**Prompt**
Take the entries below and give them back exactly. Leave out nothing.

**Stored items**
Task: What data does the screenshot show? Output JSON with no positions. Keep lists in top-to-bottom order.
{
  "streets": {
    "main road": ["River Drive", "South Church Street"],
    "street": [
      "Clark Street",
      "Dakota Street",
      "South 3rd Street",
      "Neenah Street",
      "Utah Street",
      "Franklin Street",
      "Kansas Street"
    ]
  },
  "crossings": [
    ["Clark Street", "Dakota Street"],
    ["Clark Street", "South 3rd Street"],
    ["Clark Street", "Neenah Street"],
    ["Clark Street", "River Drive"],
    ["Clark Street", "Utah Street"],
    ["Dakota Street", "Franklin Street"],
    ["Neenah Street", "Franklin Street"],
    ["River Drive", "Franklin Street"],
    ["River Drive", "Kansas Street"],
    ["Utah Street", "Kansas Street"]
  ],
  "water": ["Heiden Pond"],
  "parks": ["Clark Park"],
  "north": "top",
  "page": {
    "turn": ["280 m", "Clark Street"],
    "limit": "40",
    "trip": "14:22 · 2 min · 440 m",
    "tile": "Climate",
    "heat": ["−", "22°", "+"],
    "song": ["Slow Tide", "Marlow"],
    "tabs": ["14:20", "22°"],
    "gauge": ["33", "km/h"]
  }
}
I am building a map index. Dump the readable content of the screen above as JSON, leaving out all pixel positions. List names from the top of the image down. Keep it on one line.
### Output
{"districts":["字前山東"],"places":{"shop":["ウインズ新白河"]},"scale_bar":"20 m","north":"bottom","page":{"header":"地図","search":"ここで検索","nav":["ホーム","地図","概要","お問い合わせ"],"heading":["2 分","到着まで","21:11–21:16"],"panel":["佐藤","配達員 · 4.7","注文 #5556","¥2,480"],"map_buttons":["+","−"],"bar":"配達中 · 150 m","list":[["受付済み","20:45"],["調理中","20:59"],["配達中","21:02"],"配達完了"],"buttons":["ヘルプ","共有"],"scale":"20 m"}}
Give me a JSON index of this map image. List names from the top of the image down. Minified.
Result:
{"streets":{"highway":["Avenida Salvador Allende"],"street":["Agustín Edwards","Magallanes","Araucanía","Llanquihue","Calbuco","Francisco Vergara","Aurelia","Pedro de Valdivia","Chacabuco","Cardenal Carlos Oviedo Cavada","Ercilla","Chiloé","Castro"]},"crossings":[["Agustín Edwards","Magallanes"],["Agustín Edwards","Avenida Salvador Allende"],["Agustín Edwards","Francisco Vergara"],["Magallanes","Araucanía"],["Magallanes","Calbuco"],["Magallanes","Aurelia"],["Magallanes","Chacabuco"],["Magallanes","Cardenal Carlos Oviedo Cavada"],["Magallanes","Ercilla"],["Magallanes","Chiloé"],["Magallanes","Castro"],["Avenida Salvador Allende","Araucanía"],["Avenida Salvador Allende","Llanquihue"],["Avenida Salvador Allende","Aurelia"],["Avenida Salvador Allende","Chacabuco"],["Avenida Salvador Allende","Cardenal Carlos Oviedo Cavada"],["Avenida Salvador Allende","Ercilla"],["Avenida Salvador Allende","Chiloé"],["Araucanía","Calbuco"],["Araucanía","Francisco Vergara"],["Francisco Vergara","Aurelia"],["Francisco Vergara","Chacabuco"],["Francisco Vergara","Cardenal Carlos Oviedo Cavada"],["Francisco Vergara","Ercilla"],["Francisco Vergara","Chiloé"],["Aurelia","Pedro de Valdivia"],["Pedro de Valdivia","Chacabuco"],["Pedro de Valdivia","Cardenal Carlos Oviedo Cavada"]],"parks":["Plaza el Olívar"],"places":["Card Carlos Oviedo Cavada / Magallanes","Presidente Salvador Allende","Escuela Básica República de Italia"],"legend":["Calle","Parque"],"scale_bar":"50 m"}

**Answer box**
Task: What data does the screenshot show? Output JSON with no positions. Keep lists in top-to-bottom order.
{
  "streets": {
    "main road": ["River Drive", "South Church Street"],
    "street": [
      "Clark Street",
      "Dakota Street",
      "South 3rd Street",
      "Neenah Street",
      "Utah Street",
      "Franklin Street",
      "Kansas Street"
    ]
  },
  "crossings": [
    ["Clark Street", "Dakota Street"],
    ["Clark Street", "South 3rd Street"],
    ["Clark Street", "Neenah Street"],
    ["Clark Street", "River Drive"],
    ["Clark Street", "Utah Street"],
    ["Dakota Street", "Franklin Street"],
    ["Neenah Street", "Franklin Street"],
    ["River Drive", "Franklin Street"],
    ["River Drive", "Kansas Street"],
    ["Utah Street", "Kansas Street"]
  ],
  "water": ["Heiden Pond"],
  "parks": ["Clark Park"],
  "north": "top",
  "page": {
    "turn": ["280 m", "Clark Street"],
    "limit": "40",
    "trip": "14:22 · 2 min · 440 m",
    "tile": "Climate",
    "heat": ["−", "22°", "+"],
    "song": ["Slow Tide", "Marlow"],
    "tabs": ["14:20", "22°"],
    "gauge": ["33", "km/h"]
  }
}
I am building a map index. Dump the readable content of the screen above as JSON, leaving out all pixel positions. List names from the top of the image down. Keep it on one line.
### Output
{"districts":["字前山東"],"places":{"shop":["ウインズ新白河"]},"scale_bar":"20 m","north":"bottom","page":{"header":"地図","search":"ここで検索","nav":["ホーム","地図","概要","お問い合わせ"],"heading":["2 分","到着まで","21:11–21:16"],"panel":["佐藤","配達員 · 4.7","注文 #5556","¥2,480"],"map_buttons":["+","−"],"bar":"配達中 · 150 m","list":[["受付済み","20:45"],["調理中","20:59"],["配達中","21:02"],"配達完了"],"buttons":["ヘルプ","共有"],"scale":"20 m"}}
Give me a JSON index of this map image. List names from the top of the image down. Minified.
Result:
{"streets":{"highway":["Avenida Salvador Allende"],"street":["Agustín Edwards","Magallanes","Araucanía","Llanquihue","Calbuco","Francisco Vergara","Aurelia","Pedro de Valdivia","Chacabuco","Cardenal Carlos Oviedo Cavada","Ercilla","Chiloé","Castro"]},"crossings":[["Agustín Edwards","Magallanes"],["Agustín Edwards","Avenida Salvador Allende"],["Agustín Edwards","Francisco Vergara"],["Magallanes","Araucanía"],["Magallanes","Calbuco"],["Magallanes","Aurelia"],["Magallanes","Chacabuco"],["Magallanes","Cardenal Carlos Oviedo Cavada"],["Magallanes","Ercilla"],["Magallanes","Chiloé"],["Magallanes","Castro"],["Avenida Salvador Allende","Araucanía"],["Avenida Salvador Allende","Llanquihue"],["Avenida Salvador Allende","Aurelia"],["Avenida Salvador Allende","Chacabuco"],["Avenida Salvador Allende","Cardenal Carlos Oviedo Cavada"],["Avenida Salvador Allende","Ercilla"],["Avenida Salvador Allende","Chiloé"],["Araucanía","Calbuco"],["Araucanía","Francisco Vergara"],["Francisco Vergara","Aurelia"],["Francisco Vergara","Chacabuco"],["Francisco Vergara","Cardenal Carlos Oviedo Cavada"],["Francisco Vergara","Ercilla"],["Francisco Vergara","Chiloé"],["Aurelia","Pedro de Valdivia"],["Pedro de Valdivia","Chacabuco"],["Pedro de Valdivia","Cardenal Carlos Oviedo Cavada"]],"parks":["Plaza el Olívar"],"places":["Card Carlos Oviedo Cavada / Magallanes","Presidente Salvador Allende","Escuela Básica República de Italia"],"legend":["Calle","Parque"],"scale_bar":"50 m"}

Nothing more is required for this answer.